▶ [Work to be completed] Each line below that carries the string "overflow" must appear in the answer.

··········

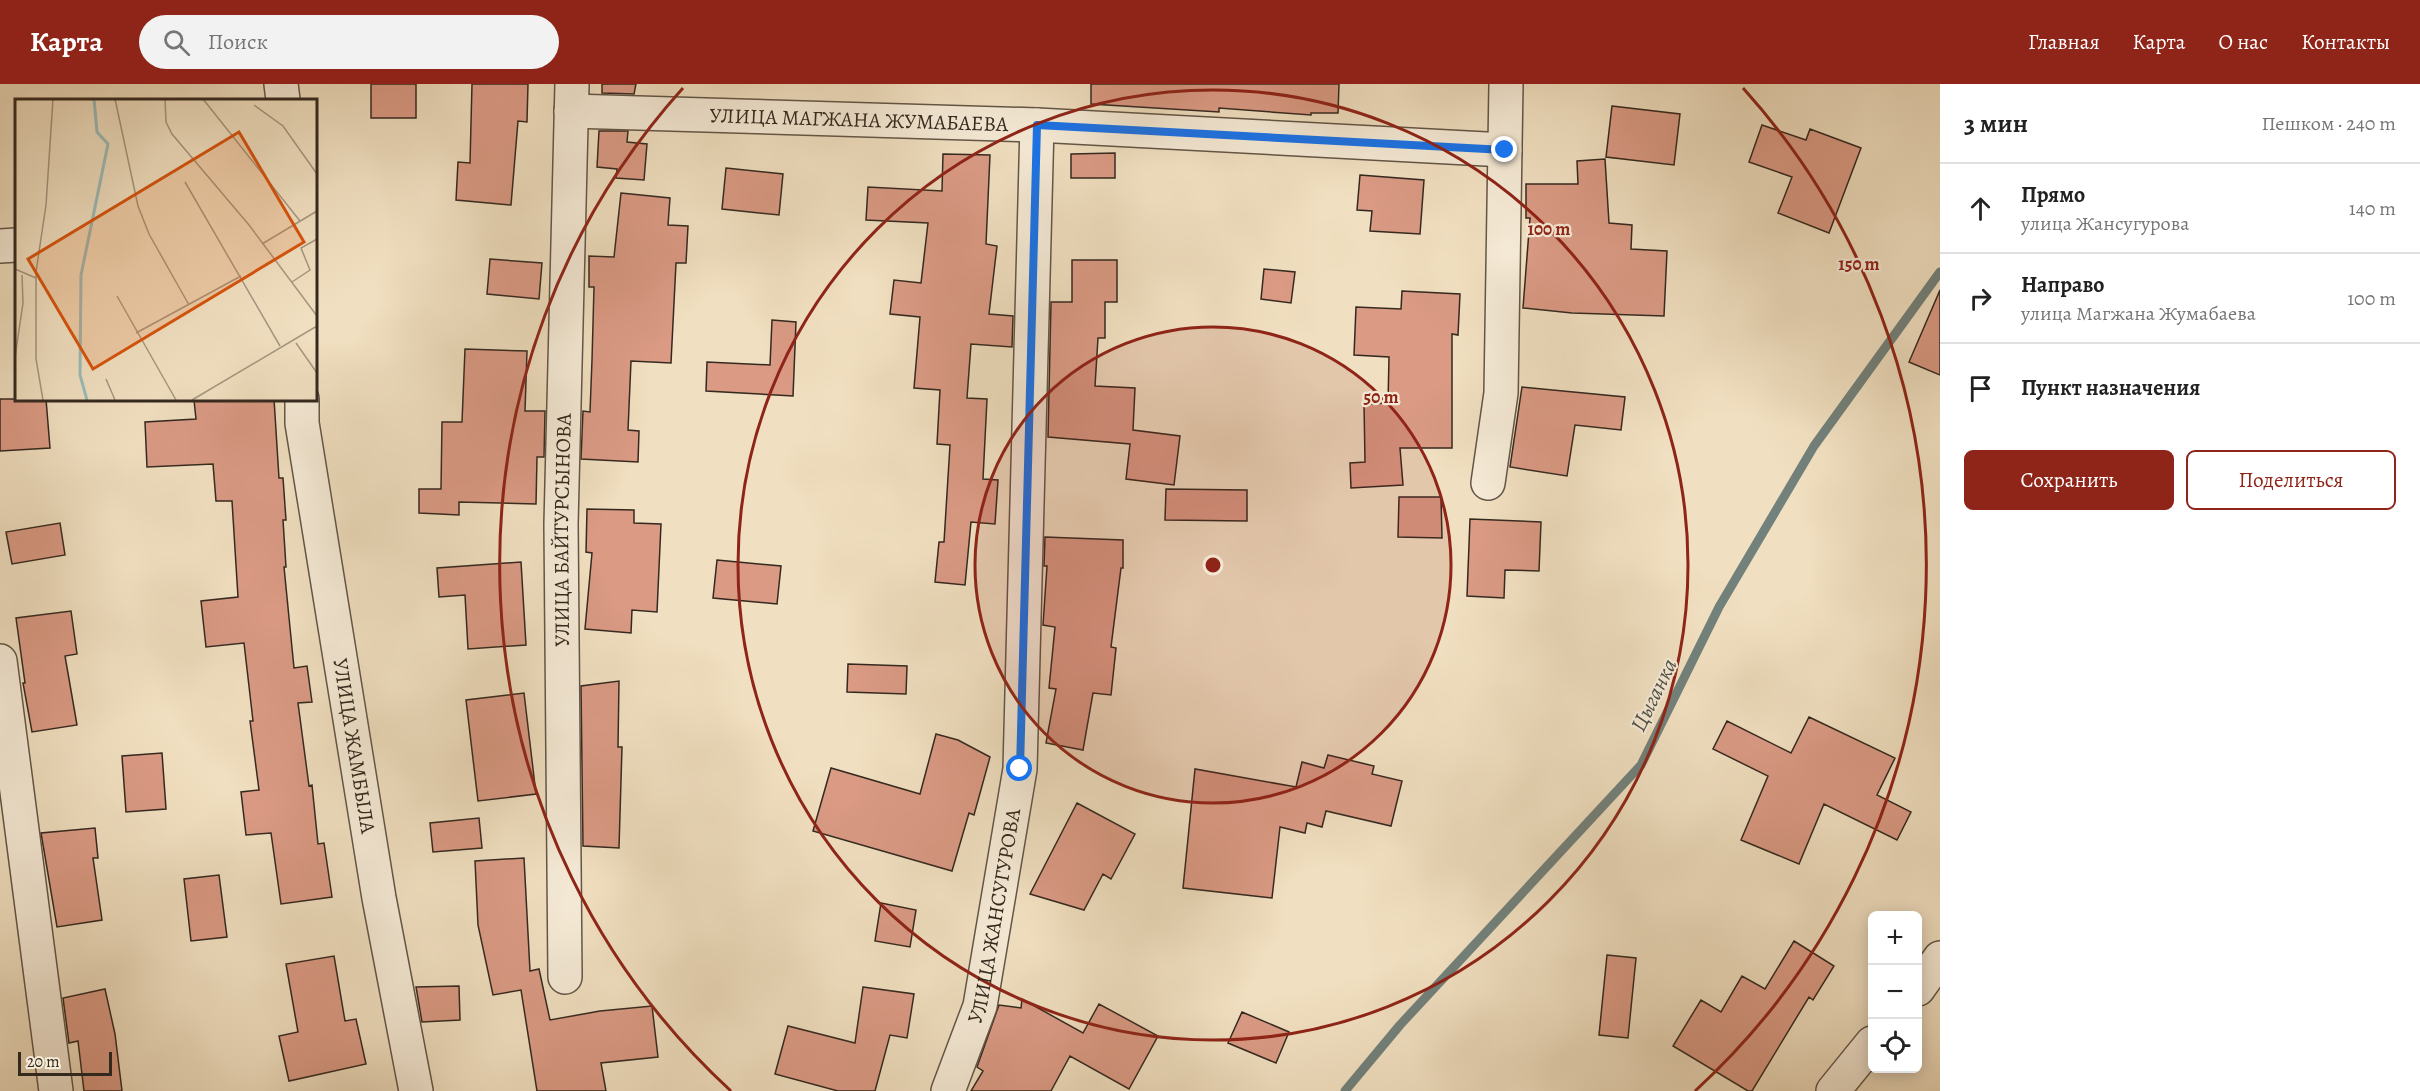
<!DOCTYPE html>
<html lang="ru">
<meta charset="utf-8">
<style>
:root{--surface:#fff;--page:#f2f2f2;--text:#222;--muted:#767676;--line:#e0e0e0;--accent:#8f2418}
body{margin:0;font-family:Alegreya,serif;background:var(--page);color:var(--text)}
.controls{position:absolute;right:18px;bottom:18px;display:grid;overflow:hidden;border-radius:9px;box-shadow:0 3px 15px #0003}
.controls button{width:54px;height:54px;display:grid;place-items:center;padding:0;border:0;border-bottom:2px solid var(--line);background:var(--surface);color:var(--text);font:30px sans-serif}
.scale{position:absolute;left:18px;bottom:15px;width:94px;box-sizing:border-box;padding-left:6px;border:3px solid #34291f;border-top:0;font-size:16px;line-height:21px;white-space:nowrap;color:#34291f;-webkit-text-stroke:4px #f5ead6;paint-order:stroke}
.stop{position:absolute;width:18px;height:18px;margin:-14px;border:4px solid #1a73e8;border-radius:50%;background:#fff}
.stop.end{background:#1a73e8;border-color:#fff;box-shadow:0 2px 6px #0008}
.list{margin:0;padding:0;list-style:none}
h2{display:flex;justify-content:space-between;align-items:center;height:78px;margin:0;padding:0 24px;font-size:26px}
h2 small{font-size:20px;font-weight:400;color:var(--muted)}
.list li{display:grid;grid-template-columns:39px 1fr auto;gap:18px;align-items:center;box-sizing:border-box;height:90px;padding:0 24px;border-top:2px solid var(--line)}
.list b{display:block;font-size:22px;white-space:nowrap}
.list p{margin:0;font-size:20px;white-space:nowrap;color:var(--muted)}
.list em{font-size:20px;font-style:normal;color:var(--muted)}
.actions{display:flex;gap:12px;padding:18px 24px}
.actions a{flex:1;padding:14px 0;border:2px solid var(--accent);border-radius:9px;text-align:center;font-size:21px;color:var(--accent)}
.actions .main{background:var(--accent);color:#fff}
.icon{flex:none;width:33px;height:33px;fill:none;stroke:currentColor;stroke-width:2;stroke-linecap:round;stroke-linejoin:round}
.map{position:relative;flex:none;width:1940px;height:1007px;overflow:hidden}
header{display:flex;align-items:center;gap:36px;box-sizing:border-box;height:84px;padding:0 30px;background:var(--accent);color:#fff}
header strong{font-size:28px}
nav{display:flex;gap:33px;margin-inline-start:auto;font-size:21px}
.search{width:420px;height:54px;background:var(--page);display:flex;align-items:center;gap:15px;box-sizing:border-box;padding:0 21px;border-radius:33px;color:var(--muted);font-size:22px}
main{display:flex}
aside{flex:1;background:var(--surface)}
.map>svg:first-child{display:block}
.lines{fill:none;stroke-linecap:round;stroke-linejoin:round}
.stream{stroke:#72817b;stroke-width:9}
.building{fill:#da9a84;stroke:#34291f;stroke-width:1.5}
.minor-casing{stroke:#635647;stroke-width:36}
.minor{stroke:#f5ead6;stroke-width:33}
.route{stroke:#1a73e8;stroke-width:8}
.ring{fill:none;stroke:#8f2418;stroke-width:3}
.labels{text-anchor:middle;dominant-baseline:central;stroke-width:4.5;stroke-linejoin:round;paint-order:stroke}
.street-label{font-size:21px;fill:#34291f;stroke:#f5ead6}
.water-label{font-size:22px;font-style:italic;fill:#4e4e46;stroke:#f5ead6}
.inset-river{fill:none;stroke:#9cbbb9;stroke-width:3}
.inset-road{fill:none;stroke:#a59680;stroke-width:1.5}
.view{fill:#d6540e;fill-opacity:0.15;stroke:#d6540e;stroke-width:3}
.inset-edge{fill:none;stroke:#34291f;stroke-width:3}
.centre{fill:#8f2418;stroke:#f5ead6;stroke-width:3}
.ring-label{font-size:18px;text-anchor:middle;font-weight:bold;fill:#8f2418;stroke:#f5ead6;stroke-width:4.5;stroke-linejoin:round;paint-order:stroke}
</style>
<header>
<strong>Карта</strong>
<div class="search"><svg class="icon" aria-label="search" viewBox="0 0 24 24"><circle cx="10" cy="10" r="6"/><path d="M15 15l6 6"/></svg>Поиск</div>
<nav><a>Главная</a><a>Карта</a><a>О нас</a><a>Контакты</a></nav>
</header>
<main>
<div class="map">
<svg width="1940" height="1007" viewBox="0 0 1940 1007">
<rect width="100%" height="100%" fill="#f0dfc0"/>
<filter id="stains"><feTurbulence type="fractalNoise" baseFrequency=".00333" numOctaves="4"/><feColorMatrix values="0 0 0 0 .2 0 0 0 0 .09 0 0 0 0 .02 0 0 0 .5 -.17"/></filter>
<radialGradient id="worn" r=".72"><stop offset=".6" stop-color="#630" stop-opacity="0"/><stop offset="1" stop-color="#630" stop-opacity=".3"/></radialGradient>
<g class="lines">
<!-- stream -->
<path class="stream" d="M 1345,1007 L 1400,941 L 1641,681 L 1719,523 L 1814,362 L 1940,188"/>
</g>
<!-- building -->
<path class="building" d="M 371,0 L 416,0 L 416,34 L 371,34 Z
M 472,0 L 528,0 L 527,38 L 518,37 L 511,121 L 456,116 L 458,78 L 470,79 Z
M 602,0 L 636,0 L 634,10 L 602,9 Z
M 1091,0 L 1339,0 L 1338,29 L 1311,29 L 1311,31 L 1219,24 L 1219,28 L 1091,20 Z
M 1612,22 L 1680,30 L 1674,81 L 1606,73 Z
M 1762,41 L 1806,56 L 1810,45 L 1861,64 L 1829,149 L 1778,129 L 1792,93 L 1749,78 Z
M 599,47 L 628,47 L 627,58 L 647,60 L 644,96 L 616,94 L 617,85 L 597,83 Z
M 1115,69 L 1115,94 L 1071,94 L 1071,70 Z
M 943,70 L 990,71 L 986,160 L 997,162 L 989,230 L 1013,232 L 1012,263 L 971,260 L 967,314 L 987,315 L 983,395 L 998,396 L 995,440 L 971,438 L 965,501 L 935,498 L 939,458 L 944,458 L 950,361 L 937,360 L 940,306 L 914,304 L 920,233 L 890,230 L 894,196 L 921,199 L 928,139 L 866,136 L 868,103 L 942,107 Z
M 1605,75 L 1609,139 L 1632,141 L 1631,165 L 1667,167 L 1664,232 L 1572,229 L 1523,224 L 1530,134 L 1526,134 L 1526,100 L 1578,100 L 1577,77 Z
M 726,84 L 783,90 L 779,131 L 722,125 Z
M 1360,91 L 1424,96 L 1420,150 L 1370,147 L 1372,127 L 1357,126 Z
M 621,109 L 670,114 L 668,141 L 688,142 L 686,179 L 676,179 L 671,279 L 631,277 L 628,346 L 639,347 L 638,378 L 581,375 L 583,327 L 590,328 L 592,276 L 594,203 L 589,203 L 589,172 L 614,173 Z
M 490,175 L 542,179 L 539,215 L 487,210 Z
M 1072,176 L 1117,176 L 1117,218 L 1105,218 L 1105,254 L 1098,254 L 1095,302 L 1135,304 L 1133,346 L 1180,352 L 1174,401 L 1126,395 L 1130,360 L 1048,353 L 1051,218 L 1072,218 Z
M 1264,185 L 1295,188 L 1291,219 L 1261,215 Z
M 1940,206 L 1940,291 L 1909,278 Z
M 1402,207 L 1460,210 L 1458,251 L 1452,250 L 1452,364 L 1400,364 L 1403,401 L 1351,404 L 1350,379 L 1365,378 L 1364,320 L 1388,319 L 1389,273 L 1354,271 L 1356,223 L 1401,225 Z
M 772,236 L 796,238 L 793,312 L 706,307 L 707,278 L 770,281 Z
M 465,265 L 527,267 L 525,327 L 545,327 L 544,373 L 537,373 L 536,420 L 459,418 L 459,431 L 419,429 L 419,405 L 441,405 L 442,338 L 462,338 Z
M 1522,303 L 1625,313 L 1621,346 L 1575,341 L 1567,392 L 1510,383 Z
M 0,315 L 46,315 L 50,364 L 0,367 Z
M 274,315 L 279,394 L 283,394 L 286,436 L 283,436 L 286,483 L 284,483 L 294,584 L 307,582 L 312,618 L 298,619 L 309,702 L 312,701 L 318,760 L 324,759 L 332,813 L 281,820 L 271,749 L 246,751 L 241,708 L 259,706 L 250,637 L 253,637 L 244,559 L 206,563 L 201,517 L 238,513 L 232,417 L 216,417 L 213,380 L 147,383 L 145,338 L 196,335 L 194,316 Z
M 1166,405 L 1247,406 L 1247,437 L 1165,436 Z
M 1399,413 L 1441,413 L 1442,454 L 1398,453 Z
M 587,425 L 634,426 L 634,439 L 661,440 L 657,528 L 632,526 L 631,549 L 585,545 L 592,469 L 586,468 Z
M 1470,435 L 1541,438 L 1539,487 L 1505,486 L 1504,514 L 1467,512 Z
M 60,439 L 65,471 L 12,480 L 6,448 Z
M 1045,453 L 1123,456 L 1123,484 L 1121,484 L 1111,563 L 1116,564 L 1111,611 L 1093,609 L 1083,666 L 1046,659 L 1056,605 L 1049,604 L 1055,543 L 1043,541 L 1047,482 L 1044,482 Z
M 717,476 L 781,482 L 777,520 L 713,514 Z
M 521,478 L 526,561 L 468,565 L 465,511 L 439,513 L 437,484 Z
M 71,527 L 77,570 L 65,572 L 77,641 L 32,648 L 23,599 L 25,599 L 16,534 Z
M 848,580 L 907,582 L 906,610 L 847,608 Z
M 619,597 L 618,663 L 622,663 L 619,764 L 583,762 L 581,602 Z
M 524,609 L 536,710 L 478,717 L 466,616 Z
M 1809,633 L 1895,674 L 1877,711 L 1911,728 L 1897,756 L 1824,720 L 1799,780 L 1741,756 L 1768,692 L 1713,665 L 1727,637 L 1791,669 Z
M 936,650 L 958,656 L 990,673 L 974,731 L 969,729 L 952,787 L 813,747 L 831,684 L 920,710 Z
M 162,669 L 166,725 L 126,728 L 122,672 Z
M 1328,671 L 1374,682 L 1372,690 L 1402,697 L 1391,742 L 1326,727 L 1322,743 L 1307,739 L 1305,749 L 1280,743 L 1272,814 L 1183,804 L 1195,685 L 1296,703 L 1302,678 L 1324,684 Z
M 1077,719 L 1135,750 L 1111,795 L 1103,790 L 1084,826 L 1030,810 Z
M 479,734 L 482,764 L 433,768 L 430,739 Z
M 95,744 L 98,774 L 93,774 L 102,836 L 57,843 L 41,749 Z
M 524,774 L 530,887 L 539,885 L 550,936 L 600,927 L 652,922 L 658,973 L 601,979 L 606,1007 L 537,1007 L 521,906 L 493,911 L 478,841 L 475,777 Z
M 219,791 L 227,853 L 191,857 L 184,795 Z
M 881,819 L 916,826 L 910,863 L 875,857 Z
M 1794,857 L 1834,882 L 1813,916 L 1809,913 L 1752,1007 L 1748,1007 L 1673,962 L 1701,916 L 1721,928 L 1742,892 L 1765,905 Z
M 1607,871 L 1636,874 L 1628,954 L 1599,951 Z
M 334,872 L 345,937 L 356,935 L 366,980 L 289,997 L 279,952 L 298,948 L 286,880 Z
M 459,902 L 460,936 L 422,938 L 416,903 Z
M 863,903 L 914,910 L 907,954 L 890,951 L 875,1007 L 838,1007 L 775,990 L 788,942 L 855,959 Z
M 105,905 L 115,950 L 122,1007 L 84,1007 L 78,957 L 69,959 L 63,914 Z
M 1022,915 L 1083,949 L 1099,920 L 1158,952 L 1129,1005 L 1070,972 L 1051,1007 L 971,1007 L 983,987 L 977,983 L 999,921 L 1021,924 Z
M 1242,928 L 1289,948 L 1276,979 L 1228,959 Z"/>
<g class="lines">
<defs>
<g id="minor">
<path d="M 281,0 L 283,16"/>
<path id="s1" d="M 571,27 L 1037,41 L 1505,66"/>
<path d="M 0,162 L 16,161"/>
<path id="s2" d="M 302,315 L 302,339 L 379,814 L 416,1007"/>
<path d="M 1488,399 L 1501,309 L 1506,0"/>
<path d="M 0,577 L 56,1007"/>
<path id="s3" d="M 565,893 L 561,440 L 572,0"/>
<path d="M 1918,905 L 1940,874"/>
<path id="s4" d="M 948,1007 L 980,922 L 1020,685 L 1037,41"/>
<path d="M 1833,1007 L 1872,959"/>
</g>
</defs>
<!-- minor casing -->
<use href="#minor" class="minor-casing"/>
<!-- minor -->
<use href="#minor" class="minor"/>
</g>
<g class="lines">
<!-- route -->
<path class="route" d="M 1020,685 L 1037,41 L 1505,66"/>
</g>
<!-- distance rings -->
<circle cx="1213" cy="481" r="238" fill="#8f2418" fill-opacity=".12"/>
<g class="ring">
<circle cx="1213" cy="481" r="238"/>
<circle cx="1213" cy="481" r="475"/>
<path d="M731 1007A713 713 0 0 1 683 4M1743 4A713 713 0 0 1 1695 1007"/>
</g>
<g class="labels">
<!-- street labels -->
<g class="street-label">
<text stroke="none"><textPath href="#s1" startOffset="288">УЛИЦА МАГЖАНА ЖУМАБАЕВА</textPath></text>
<text stroke="none"><textPath href="#s3" startOffset="447">УЛИЦА БАЙТУРСЫНОВА</textPath></text>
<text stroke="none"><textPath href="#s2" startOffset="351">УЛИЦА ЖАМБЫЛА</textPath></text>
<text stroke="none"><textPath href="#s4" startOffset="182">УЛИЦА ЖАНСУГУРОВА</textPath></text>
</g>
<!-- water labels -->
<g class="water-label">
<text transform="translate(1654 611) rotate(-64)">Цыганка</text>
</g>
</g>
<!-- overview -->
<g transform="translate(15 15)">
<rect width="302" height="302" fill="#f0dfc0"/>
<path class="inset-river" d="M 72,301 L 65,276 L 66,176 L 93,45 L 82,33 L 79,0"/>
<path class="inset-road" d="M 100,0 L 123,107 L 134,135 L 174,206M 150,0 L 151,23 L 157,35 L 234,126 L 302,217M 188,0 L 285,122M 239,6 L 268,27 L 302,75M 170,83 L 265,247M 247,145 L 302,112M 0,170 L 21,179M 277,183 L 295,171 L 286,149 L 302,140M 102,197 L 161,301M 121,234 L 226,177M 281,244 L 302,274M 0,258 L 8,204 L 7,176M 91,280 L 100,301M 28,301 L 21,260 L 21,173 L 31,106 L 38,0M 177,301 L 302,227"/>
<path class="view" d="M 224,33 L 289,143 L 78,270 L 13,160 Z"/>
<rect width="302" height="302" class="inset-edge"/>
</g>
<circle cx="1213" cy="481" r="9" class="centre"/>
<g class="ring-label">
<text x="1549" y="151">100 m</text>
<text x="1859" y="186">150 m</text>
<text x="1381" y="319">50 m</text>
</g>
<rect width="100%" height="100%" filter="url(#stains)"/>
<rect width="100%" height="100%" fill="url(#worn)"/>
</svg>
<div class="controls">
<button>+</button>
<button>−</button>
<button><svg class="icon" aria-label="locate" viewBox="0 0 24 24"><circle cx="12" cy="12" r="6"/><path d="M12 2v4M12 18v4M2 12h4M18 12h4"/></svg></button>
</div>
<div class="scale">20 m</div>
<div class="stop" style="left:1020px;top:685px"></div>
<div class="stop end" style="left:1505px;top:66px"></div>
</div>
<aside>
<h2>3 мин<small>Пешком · 240 m</small></h2>
<ul class="list">
<li><svg class="icon" aria-label="ahead" viewBox="0 0 24 24"><path d="M12 20V5M6 11l6-6 6 6"/></svg><div><b>Прямо</b><p>улица Жансугурова</p></div><em>140 m</em></li>
<li><svg class="icon" aria-label="right" viewBox="0 0 24 24"><path d="M7 20v-9h11M14 6l5 5-5 5"/></svg><div><b>Направо</b><p>улица Магжана Жумабаева</p></div><em>100 m</em></li>
<li><svg class="icon" aria-label="arrive" viewBox="0 0 24 24"><path d="M6 21V4h12l-3 4 3 4H6"/></svg><div><b>Пункт назначения</b></div></li>
</ul>
<div class="actions"><a class="main">Сохранить</a><a>Поделиться</a></div>
</aside>
</main>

··········

▶ [Solved exercise]
.controls{position:absolute;right:18px;bottom:18px;display:grid;overflow:hidden;border-radius:9px;box-shadow:0 3px 15px #0003}
.map{position:relative;flex:none;width:1940px;height:1007px;overflow:hidden}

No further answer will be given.